Monday, March 9, 2015

The Intrepid Women of Wrestling

Mildred Burke was a pioneer of wrestling, not just women's wrestling, but wrestling, and you'd better remember that
Photo via Girls With Muscle
Yesterday, March 8, was International Women's Day. Of course, the cards fell so that it would occur on the shortest day of the year, which is sadly appropriate given the bullshit hand most women in the world are dealt. The same is true in wrestling, where women have played such an important role in the development, innovation, and propagation of the art of wrestling and have gotten a fraction of the credit. And their further reward is a legion of mostly male writers concern trolling them into the shadow of sometimes less talented counterparts who have penises.

This past week has been a stark reminder of how rough women can have it when Kimber Lee got roasted over the fires for an incident that definitely would not have been a blip on the radar had it been AR Fox or some other male wrestler across the ring from Chris Dickinson. Granted, while both she and Dickinson were in the wrong for the chairshots across each other's heads, no way does it become as big an issue without people making it into some grand argument against intergender wrestler because women "feel the need to take risks that might endanger them." Lee even came right out and said as much, which only led to more concern trolling rather than the more correct response that maybe writers and observers should be responding differently so that wrestlers like her don't feel the need to take said risks (which again, were nowhere near as dangerous as men like Shane McMahon, Jeff Hardy, New Jack, and countless others have taken against other men).

The truth is, Lee has only been continuing the fight that her forebears have been battling ever since the dawn of wrestling itself. Mildred Burke and Mae Young blazed the trail, and from their heyday in the 1940s, women have been doing twice the work for half the credit. Hardcore wrestling wouldn't have been as cultivated if not for the joshi scene in Japan, and half the moves that the All-Japan Pro Wrestling aces of the '90s made famous through tape-trading and importing into the Aki-engine wrestling games were innovated by women. The Burning Hammer was first known as Kyoko Inoue's Victoria Driver. Tiger Driver '91 was so named not because Mitsuharu Misawa first used it in that year, but because Jaguar Yokota debuted it then.

These women became intrepid performers who have been somewhat forgotten over the years. It would be disingenuous to say that their places in history have been wholly obscured. Performers such as Young, Burke, The Fabulous Moolah, Manami Toyota, Madusa, Bull Nakano, Sara del Rey, and Chyna have all gotten their due in some form and are beloved, but it almost feels compartmentalized. Women's wrestling is always talked about like it's some foreign art that is different from what the men do. Even though Burke often scrapped with and bested men, intergender wrestling is seen as some kind of newfangled thing that only women in the top percentile of size could do now. Lita's Hall of Fame induction featured a hype video where Michael PS Hayes grotesquely kept referring to her as a "chick." Madusa's infamous belt-dumping incident was seen as an impetus for Vince McMahon not to trust women's wrestling. It's all fraught with misogyny varying from latent to outright blatant.

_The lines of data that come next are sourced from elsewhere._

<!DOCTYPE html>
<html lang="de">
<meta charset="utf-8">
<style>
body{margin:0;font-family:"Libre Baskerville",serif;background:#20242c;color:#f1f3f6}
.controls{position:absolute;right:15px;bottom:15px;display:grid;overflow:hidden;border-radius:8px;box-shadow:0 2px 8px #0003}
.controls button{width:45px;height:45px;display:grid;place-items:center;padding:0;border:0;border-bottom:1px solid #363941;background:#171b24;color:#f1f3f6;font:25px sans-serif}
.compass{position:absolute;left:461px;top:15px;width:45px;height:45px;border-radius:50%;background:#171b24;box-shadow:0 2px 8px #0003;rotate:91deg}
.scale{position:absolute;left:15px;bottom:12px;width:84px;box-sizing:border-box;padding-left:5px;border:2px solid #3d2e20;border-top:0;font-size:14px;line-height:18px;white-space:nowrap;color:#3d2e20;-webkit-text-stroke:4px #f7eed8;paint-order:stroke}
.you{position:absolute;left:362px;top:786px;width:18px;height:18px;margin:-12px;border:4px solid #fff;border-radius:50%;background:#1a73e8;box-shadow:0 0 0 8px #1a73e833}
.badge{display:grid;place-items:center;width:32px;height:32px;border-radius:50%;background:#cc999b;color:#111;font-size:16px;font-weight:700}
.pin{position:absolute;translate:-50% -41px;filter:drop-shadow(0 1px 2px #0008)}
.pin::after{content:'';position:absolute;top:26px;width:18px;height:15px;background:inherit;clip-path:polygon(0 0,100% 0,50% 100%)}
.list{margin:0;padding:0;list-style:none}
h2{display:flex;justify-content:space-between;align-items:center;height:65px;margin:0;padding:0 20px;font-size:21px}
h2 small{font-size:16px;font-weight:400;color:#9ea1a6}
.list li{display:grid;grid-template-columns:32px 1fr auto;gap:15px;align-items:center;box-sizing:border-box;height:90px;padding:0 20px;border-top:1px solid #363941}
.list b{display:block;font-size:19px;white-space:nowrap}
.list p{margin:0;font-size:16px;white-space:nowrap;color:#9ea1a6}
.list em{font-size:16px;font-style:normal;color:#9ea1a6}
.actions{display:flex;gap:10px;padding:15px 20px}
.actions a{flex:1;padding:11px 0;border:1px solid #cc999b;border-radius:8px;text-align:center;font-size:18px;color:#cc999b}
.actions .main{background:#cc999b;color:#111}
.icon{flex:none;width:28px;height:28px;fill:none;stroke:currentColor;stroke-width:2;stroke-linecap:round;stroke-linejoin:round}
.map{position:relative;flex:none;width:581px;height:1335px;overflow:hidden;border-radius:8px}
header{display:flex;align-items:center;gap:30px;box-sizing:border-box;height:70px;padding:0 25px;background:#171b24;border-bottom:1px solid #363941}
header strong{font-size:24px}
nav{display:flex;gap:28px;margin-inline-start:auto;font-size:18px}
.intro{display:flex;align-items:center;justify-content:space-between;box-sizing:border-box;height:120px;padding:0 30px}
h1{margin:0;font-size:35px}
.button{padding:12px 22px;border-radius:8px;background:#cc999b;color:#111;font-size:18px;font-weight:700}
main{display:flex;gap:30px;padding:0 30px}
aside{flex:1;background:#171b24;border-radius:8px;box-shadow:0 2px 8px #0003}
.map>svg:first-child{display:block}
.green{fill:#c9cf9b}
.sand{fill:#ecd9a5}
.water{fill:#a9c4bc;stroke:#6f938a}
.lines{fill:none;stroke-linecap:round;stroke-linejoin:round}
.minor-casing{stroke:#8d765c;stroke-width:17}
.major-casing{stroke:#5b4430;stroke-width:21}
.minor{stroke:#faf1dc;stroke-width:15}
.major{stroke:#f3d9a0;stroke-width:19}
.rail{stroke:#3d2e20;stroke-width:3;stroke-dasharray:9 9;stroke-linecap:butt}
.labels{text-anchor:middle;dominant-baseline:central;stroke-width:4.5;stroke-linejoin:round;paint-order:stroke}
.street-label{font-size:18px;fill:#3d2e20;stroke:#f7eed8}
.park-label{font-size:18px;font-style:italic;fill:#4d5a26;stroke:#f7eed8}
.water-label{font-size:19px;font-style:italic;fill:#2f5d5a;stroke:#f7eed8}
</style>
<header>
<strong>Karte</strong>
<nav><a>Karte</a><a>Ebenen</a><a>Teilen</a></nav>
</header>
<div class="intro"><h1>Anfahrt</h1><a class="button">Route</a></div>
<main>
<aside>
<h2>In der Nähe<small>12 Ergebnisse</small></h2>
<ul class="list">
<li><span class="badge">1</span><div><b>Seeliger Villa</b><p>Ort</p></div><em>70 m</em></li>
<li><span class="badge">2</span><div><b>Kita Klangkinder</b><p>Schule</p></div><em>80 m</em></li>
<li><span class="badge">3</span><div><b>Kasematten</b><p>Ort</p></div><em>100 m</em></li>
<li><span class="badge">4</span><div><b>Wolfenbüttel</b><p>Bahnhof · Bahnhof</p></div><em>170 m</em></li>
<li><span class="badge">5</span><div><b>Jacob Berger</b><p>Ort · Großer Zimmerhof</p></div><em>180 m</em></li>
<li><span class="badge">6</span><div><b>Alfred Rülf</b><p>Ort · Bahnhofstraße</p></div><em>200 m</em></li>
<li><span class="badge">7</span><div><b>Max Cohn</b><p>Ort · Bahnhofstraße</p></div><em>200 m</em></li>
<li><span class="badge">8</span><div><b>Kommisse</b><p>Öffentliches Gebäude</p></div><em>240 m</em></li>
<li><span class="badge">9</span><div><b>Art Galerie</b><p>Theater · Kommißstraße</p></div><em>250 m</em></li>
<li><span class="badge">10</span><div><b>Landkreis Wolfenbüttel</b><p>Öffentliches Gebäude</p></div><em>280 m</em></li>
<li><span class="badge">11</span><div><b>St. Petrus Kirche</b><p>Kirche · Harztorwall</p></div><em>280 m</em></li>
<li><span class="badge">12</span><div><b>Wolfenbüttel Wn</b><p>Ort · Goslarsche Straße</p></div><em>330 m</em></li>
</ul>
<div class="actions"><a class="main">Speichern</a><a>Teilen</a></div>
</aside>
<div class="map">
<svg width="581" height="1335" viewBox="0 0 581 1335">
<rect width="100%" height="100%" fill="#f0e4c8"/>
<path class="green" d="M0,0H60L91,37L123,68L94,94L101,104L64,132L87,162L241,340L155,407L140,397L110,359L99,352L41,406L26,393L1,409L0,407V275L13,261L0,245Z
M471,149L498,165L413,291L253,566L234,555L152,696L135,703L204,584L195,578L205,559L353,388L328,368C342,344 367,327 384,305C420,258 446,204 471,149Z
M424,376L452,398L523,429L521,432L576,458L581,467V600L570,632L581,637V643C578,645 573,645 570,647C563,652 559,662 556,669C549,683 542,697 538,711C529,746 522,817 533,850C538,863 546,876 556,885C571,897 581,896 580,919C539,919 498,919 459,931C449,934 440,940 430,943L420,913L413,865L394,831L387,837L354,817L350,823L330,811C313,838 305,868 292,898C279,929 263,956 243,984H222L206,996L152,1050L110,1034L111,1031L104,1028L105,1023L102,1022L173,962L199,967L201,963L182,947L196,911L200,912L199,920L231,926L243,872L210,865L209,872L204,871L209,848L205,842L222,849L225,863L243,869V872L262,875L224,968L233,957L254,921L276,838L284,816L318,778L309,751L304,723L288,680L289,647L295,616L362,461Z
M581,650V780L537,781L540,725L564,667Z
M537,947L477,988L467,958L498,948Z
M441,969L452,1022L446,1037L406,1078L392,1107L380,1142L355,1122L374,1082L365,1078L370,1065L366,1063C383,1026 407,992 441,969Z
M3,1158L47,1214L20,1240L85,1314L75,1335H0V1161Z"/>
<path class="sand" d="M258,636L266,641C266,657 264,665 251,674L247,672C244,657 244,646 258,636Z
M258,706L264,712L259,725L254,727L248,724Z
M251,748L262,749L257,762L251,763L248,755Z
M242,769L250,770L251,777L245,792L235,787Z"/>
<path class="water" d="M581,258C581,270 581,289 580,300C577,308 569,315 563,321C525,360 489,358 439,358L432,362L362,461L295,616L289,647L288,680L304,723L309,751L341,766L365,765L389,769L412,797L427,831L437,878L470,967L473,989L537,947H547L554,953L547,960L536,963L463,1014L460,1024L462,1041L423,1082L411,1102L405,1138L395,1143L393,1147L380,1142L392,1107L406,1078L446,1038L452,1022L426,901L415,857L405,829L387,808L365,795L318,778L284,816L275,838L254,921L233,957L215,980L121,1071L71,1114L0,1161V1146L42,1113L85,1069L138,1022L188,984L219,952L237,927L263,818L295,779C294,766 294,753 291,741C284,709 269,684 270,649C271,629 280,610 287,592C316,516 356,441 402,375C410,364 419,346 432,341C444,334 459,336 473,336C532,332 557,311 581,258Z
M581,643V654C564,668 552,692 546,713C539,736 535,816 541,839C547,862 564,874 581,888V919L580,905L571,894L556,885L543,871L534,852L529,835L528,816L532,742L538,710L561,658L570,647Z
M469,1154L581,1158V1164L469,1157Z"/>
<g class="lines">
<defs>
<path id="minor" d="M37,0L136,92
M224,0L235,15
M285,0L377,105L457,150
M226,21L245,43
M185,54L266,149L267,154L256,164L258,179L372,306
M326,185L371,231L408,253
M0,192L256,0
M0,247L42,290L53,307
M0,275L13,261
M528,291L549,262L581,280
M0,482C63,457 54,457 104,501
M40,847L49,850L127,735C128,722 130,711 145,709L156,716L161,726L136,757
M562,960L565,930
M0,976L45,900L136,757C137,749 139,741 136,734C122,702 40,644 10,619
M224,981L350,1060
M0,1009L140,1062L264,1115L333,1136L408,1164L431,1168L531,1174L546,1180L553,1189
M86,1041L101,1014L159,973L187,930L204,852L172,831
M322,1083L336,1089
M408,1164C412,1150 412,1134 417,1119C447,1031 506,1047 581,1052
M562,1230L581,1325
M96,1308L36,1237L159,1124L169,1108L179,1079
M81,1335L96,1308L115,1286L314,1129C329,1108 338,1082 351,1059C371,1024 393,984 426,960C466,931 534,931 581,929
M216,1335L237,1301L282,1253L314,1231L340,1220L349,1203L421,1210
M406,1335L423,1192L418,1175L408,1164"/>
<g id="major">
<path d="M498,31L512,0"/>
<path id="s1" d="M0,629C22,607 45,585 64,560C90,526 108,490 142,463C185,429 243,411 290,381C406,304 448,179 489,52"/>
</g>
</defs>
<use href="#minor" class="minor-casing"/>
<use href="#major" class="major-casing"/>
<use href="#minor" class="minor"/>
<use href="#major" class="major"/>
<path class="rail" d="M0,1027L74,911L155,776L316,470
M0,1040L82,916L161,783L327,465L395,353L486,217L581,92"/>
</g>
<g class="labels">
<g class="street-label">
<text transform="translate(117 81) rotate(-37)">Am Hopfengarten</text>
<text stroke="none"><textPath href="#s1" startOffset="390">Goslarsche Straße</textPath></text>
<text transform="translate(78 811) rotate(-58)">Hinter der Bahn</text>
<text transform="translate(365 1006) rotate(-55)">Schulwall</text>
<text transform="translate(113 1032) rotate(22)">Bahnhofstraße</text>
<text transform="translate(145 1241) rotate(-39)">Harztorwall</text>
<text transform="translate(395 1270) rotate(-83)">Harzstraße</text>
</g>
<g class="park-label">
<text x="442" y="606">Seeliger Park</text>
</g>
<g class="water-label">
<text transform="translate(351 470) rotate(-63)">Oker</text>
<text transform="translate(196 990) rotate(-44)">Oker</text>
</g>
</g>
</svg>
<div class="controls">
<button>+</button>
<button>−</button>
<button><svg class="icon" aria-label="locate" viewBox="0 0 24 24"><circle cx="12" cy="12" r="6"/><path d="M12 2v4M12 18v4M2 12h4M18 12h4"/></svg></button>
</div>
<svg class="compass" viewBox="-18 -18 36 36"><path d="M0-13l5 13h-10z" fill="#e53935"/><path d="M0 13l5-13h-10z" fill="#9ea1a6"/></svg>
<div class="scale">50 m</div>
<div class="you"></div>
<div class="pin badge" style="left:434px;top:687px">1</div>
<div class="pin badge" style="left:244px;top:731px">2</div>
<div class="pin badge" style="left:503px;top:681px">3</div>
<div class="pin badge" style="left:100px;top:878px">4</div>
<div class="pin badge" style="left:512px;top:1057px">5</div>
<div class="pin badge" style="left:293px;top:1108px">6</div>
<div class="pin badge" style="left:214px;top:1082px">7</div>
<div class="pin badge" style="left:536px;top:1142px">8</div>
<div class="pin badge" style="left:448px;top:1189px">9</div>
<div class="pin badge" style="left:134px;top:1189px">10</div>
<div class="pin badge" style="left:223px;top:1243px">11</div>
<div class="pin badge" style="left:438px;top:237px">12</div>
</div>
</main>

The problem is that women oftentimes are shunted into narrow time periods to be honored when they should get the same spotlight men do all throughout the rest of the year. It shouldn't take International Women's Day to recognize the people in your lives who identify with that gender, and it shouldn't only take a SHIMMER weekend or a NXT special to make people realize that women are not only integrated into the fabric of wrestling without qualifier, but are an integral part of the industry, from beginning to present and into the future.

That's why wrestlers like Kimber Lee are so important, and that's why they need support and encouragement rather than being told that they need to know their roles and get back in midcard affairs with other women. These performers aren't going to get their piece of the pie by being complacent or playing by the rules. They aren't going to get noticed by fitting in, and they won't learn the same lessons as male wrestlers if they don't get the chance to fail alongside them. These messages need to be spread across the world not just on special days designed to make bleeding heart liberal men feel good about themselves, but every fucking day of the week, every fucking week of the year, and every year until the Sun gets so hot that it fries every lifeform on this God-forsaken rock called Earth.

Women's wrestling is wrestling, flat out. Women are wrestlers, flat out. It's about time that they got the credit they deserve for not only being an important part of a healthy wrestling scene today, but for innovating and pioneering in the past to get to this point.